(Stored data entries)
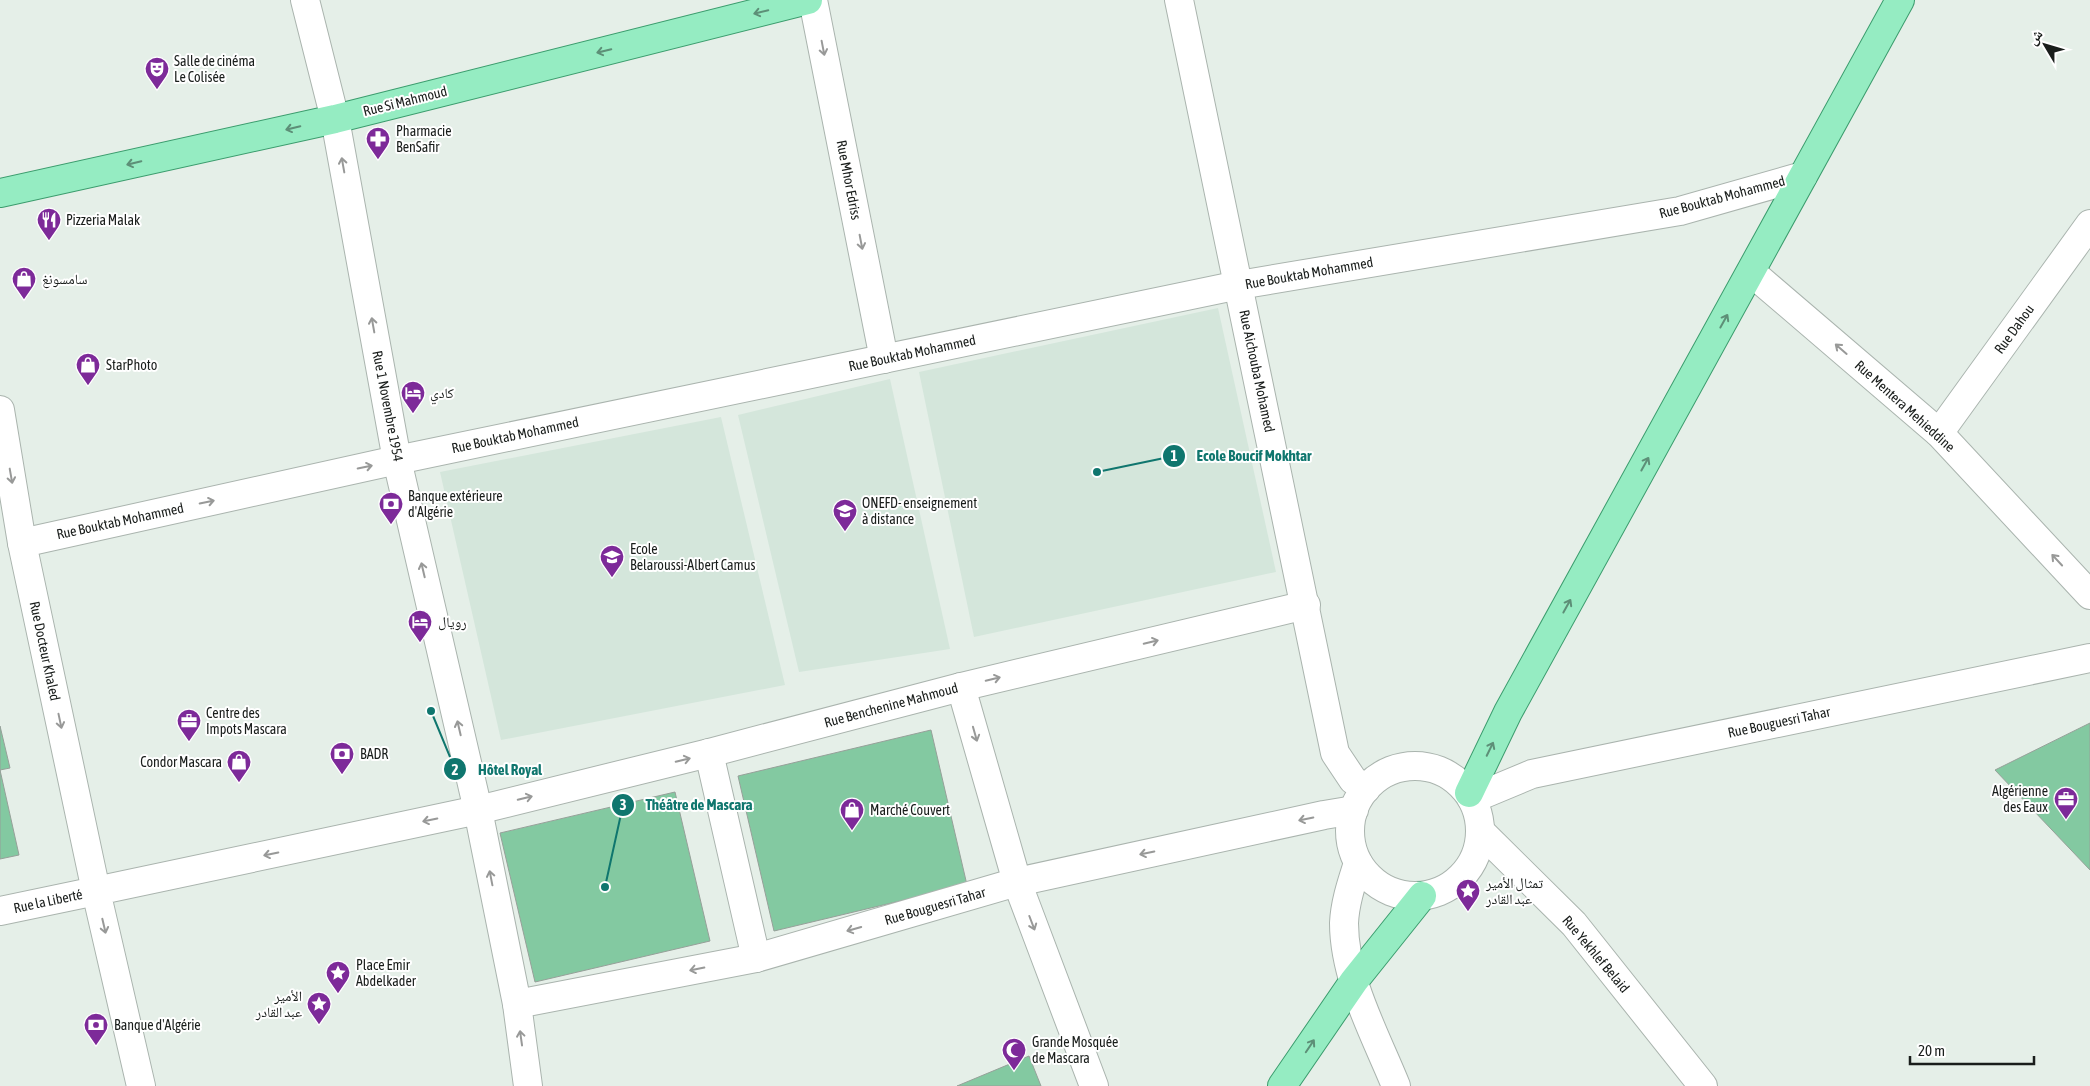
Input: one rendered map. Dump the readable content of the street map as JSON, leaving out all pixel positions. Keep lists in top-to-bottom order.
{
  "streets": {
    "main road": ["Rue Si Mahmoud"],
    "street": [
      "Rue Mhor Edriss",
      "Rue Bouktab Mohammed",
      "Rue Dahou",
      "Rue Aichouba Mohamed",
      "Rue 1 Novembre 1954",
      "Rue Mentera Mehieddine",
      "Rue Docteur Khaled",
      "Rue Benchenine Mahmoud",
      "Rue Bouguesri Tahar",
      "Rue la Liberté",
      "Rue Yekhlef Belaid"
    ]
  },
  "crossings": [
    ["Rue Si Mahmoud", "Rue 1 Novembre 1954"],
    ["Rue Mhor Edriss", "Rue Bouktab Mohammed"],
    ["Rue Bouktab Mohammed", "Rue Aichouba Mohamed"],
    ["Rue Bouktab Mohammed", "Rue 1 Novembre 1954"],
    ["Rue Bouktab Mohammed", "Rue Docteur Khaled"],
    ["Rue Dahou", "Rue Mentera Mehieddine"],
    ["Rue Aichouba Mohamed", "Rue Benchenine Mahmoud"],
    ["Rue Aichouba Mohamed", "Rue Bouguesri Tahar"],
    ["Rue Aichouba Mohamed", "Rue Yekhlef Belaid"],
    ["Rue 1 Novembre 1954", "Rue Benchenine Mahmoud"],
    ["Rue 1 Novembre 1954", "Rue Bouguesri Tahar"],
    ["Rue 1 Novembre 1954", "Rue la Liberté"],
    ["Rue Docteur Khaled", "Rue la Liberté"],
    ["Rue Benchenine Mahmoud", "Rue la Liberté"],
    ["Rue Bouguesri Tahar", "Rue Yekhlef Belaid"]
  ],
  "one_way": [
    "Rue Si Mahmoud",
    "Rue Mhor Edriss",
    "Rue 1 Novembre 1954",
    "Rue Mentera Mehieddine",
    "Rue Docteur Khaled",
    "Rue Benchenine Mahmoud",
    "Rue Bouguesri Tahar",
    "Rue la Liberté"
  ],
  "places": {
    "theatre": ["Salle de cinéma Le Colisée"],
    "pharmacy": ["Pharmacie BenSafir"],
    "restaurant": ["Pizzeria Malak"],
    "shop": [
      "سامسونغ",
      "StarPhoto",
      "Condor Mascara",
      "Marché Couvert"
    ],
    "hotel": ["كادي", "رويال"],
    "other": ["Ecole Boucif Mokhtar", "Hôtel Royal", "Théâtre de Mascara"],
    "bank": ["Banque extérieure d'Algérie", "BADR", "Banque d'Algérie"],
    "school or university": ["ONEFD- enseignement à distance", "Ecole Belaroussi-Albert Camus"],
    "office": ["Centre des Impots Mascara", "Algérienne des Eaux"],
    "place": ["تمثال الأمير عبد القادر", "Place Emir Abdelkader", "الأمير عبد القادر"],
    "mosque": ["Grande Mosquée de Mascara"]
  },
  "scale_bar": "20 m",
  "north": "top left"
}
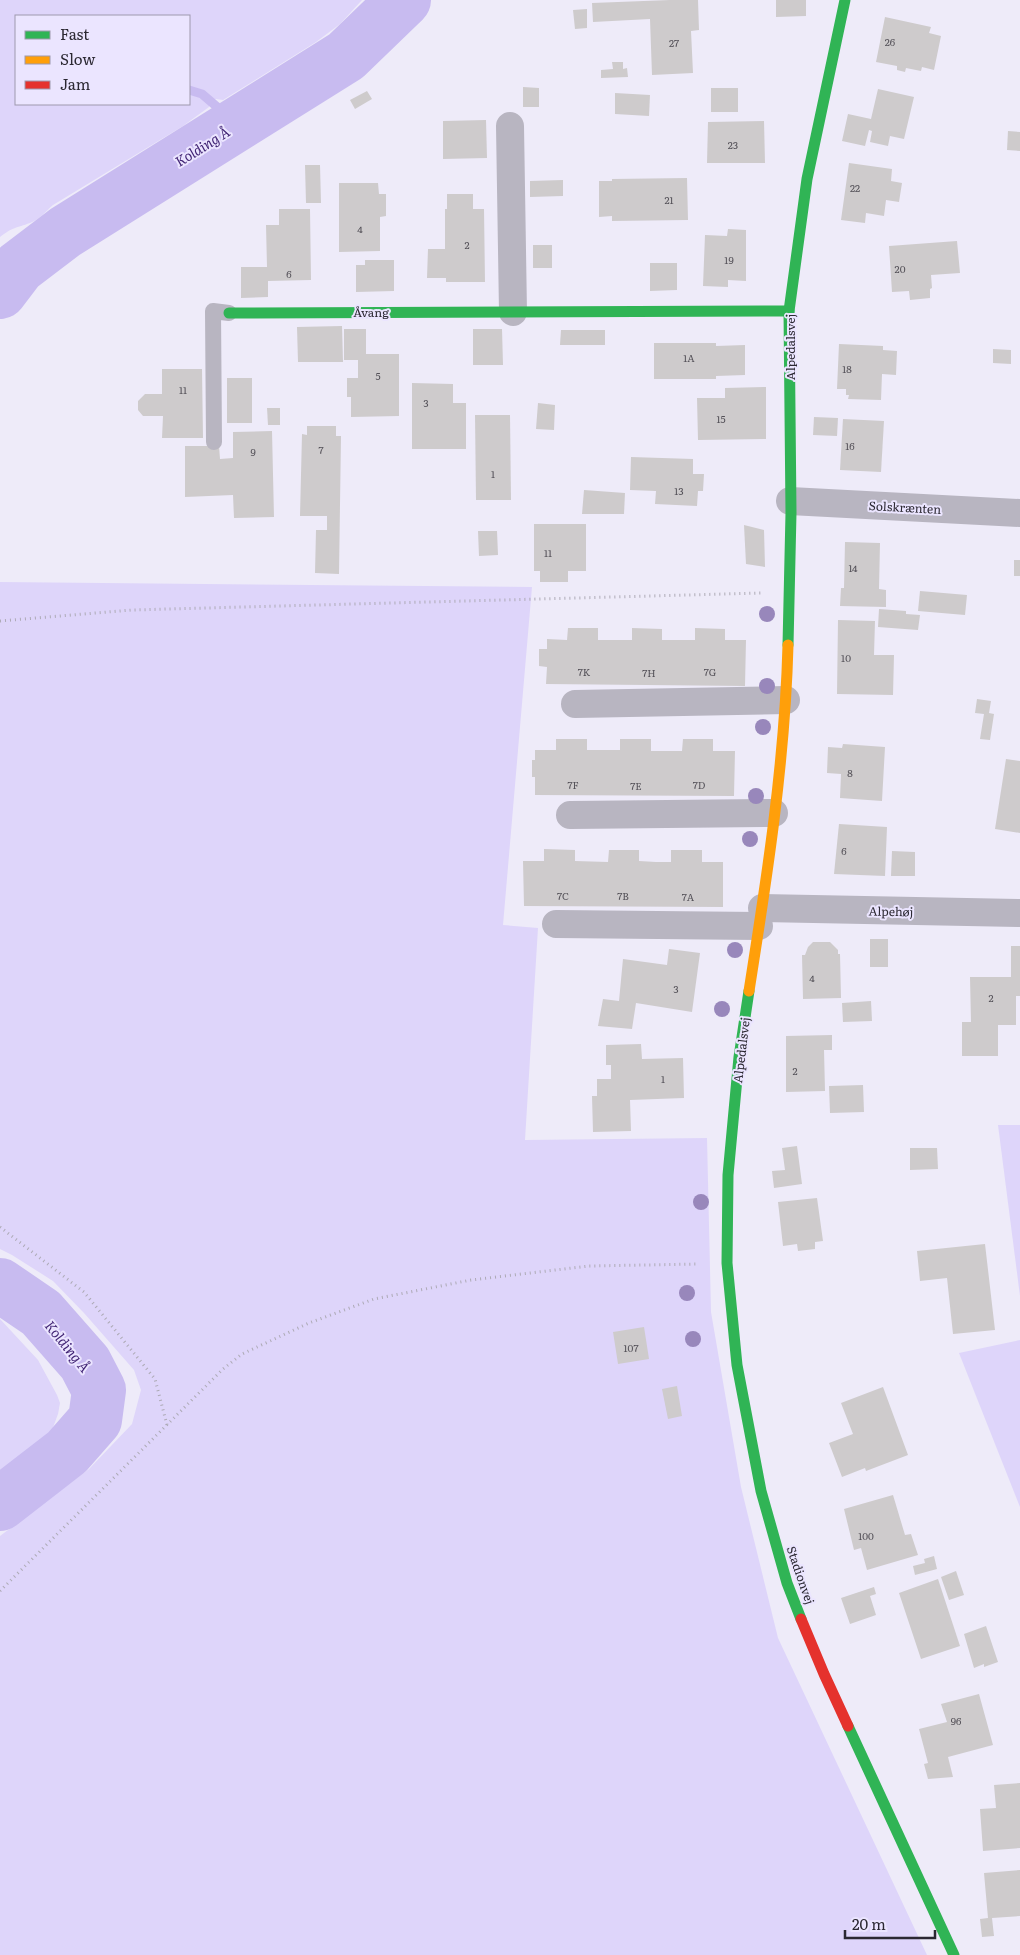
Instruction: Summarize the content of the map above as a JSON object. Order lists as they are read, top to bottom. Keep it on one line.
{"streets":{"street":["Åvang","Alpedalsvej","Solskrænten","Alpehøj","Stadionvej"]},"crossings":[["Åvang","Alpedalsvej"],["Alpedalsvej","Solskrænten"],["Alpedalsvej","Alpehøj"],["Alpedalsvej","Stadionvej"]],"water":["Kolding Å"],"house_numbers":["26","27","23","22","21","4","2","19","20","6","1A","18","5","11","3","15","16","7","9","1","13","11","14","10","7K","7G","7H","8","7F","7D","7E","6","7C","7B","7A","4","3","2","2","1","107","100","96"],"legend":["Fast","Slow","Jam"],"scale_bar":"20 m"}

◆ **About this exercise**:
Each line of the data that has the string "Mascara" should be returned.

◆ **Result**:
      "Condor Mascara",
    "other": ["Ecole Boucif Mokhtar", "Hôtel Royal", "Théâtre de Mascara"],
    "office": ["Centre des Impots Mascara", "Algérienne des Eaux"],
    "mosque": ["Grande Mosquée de Mascara"]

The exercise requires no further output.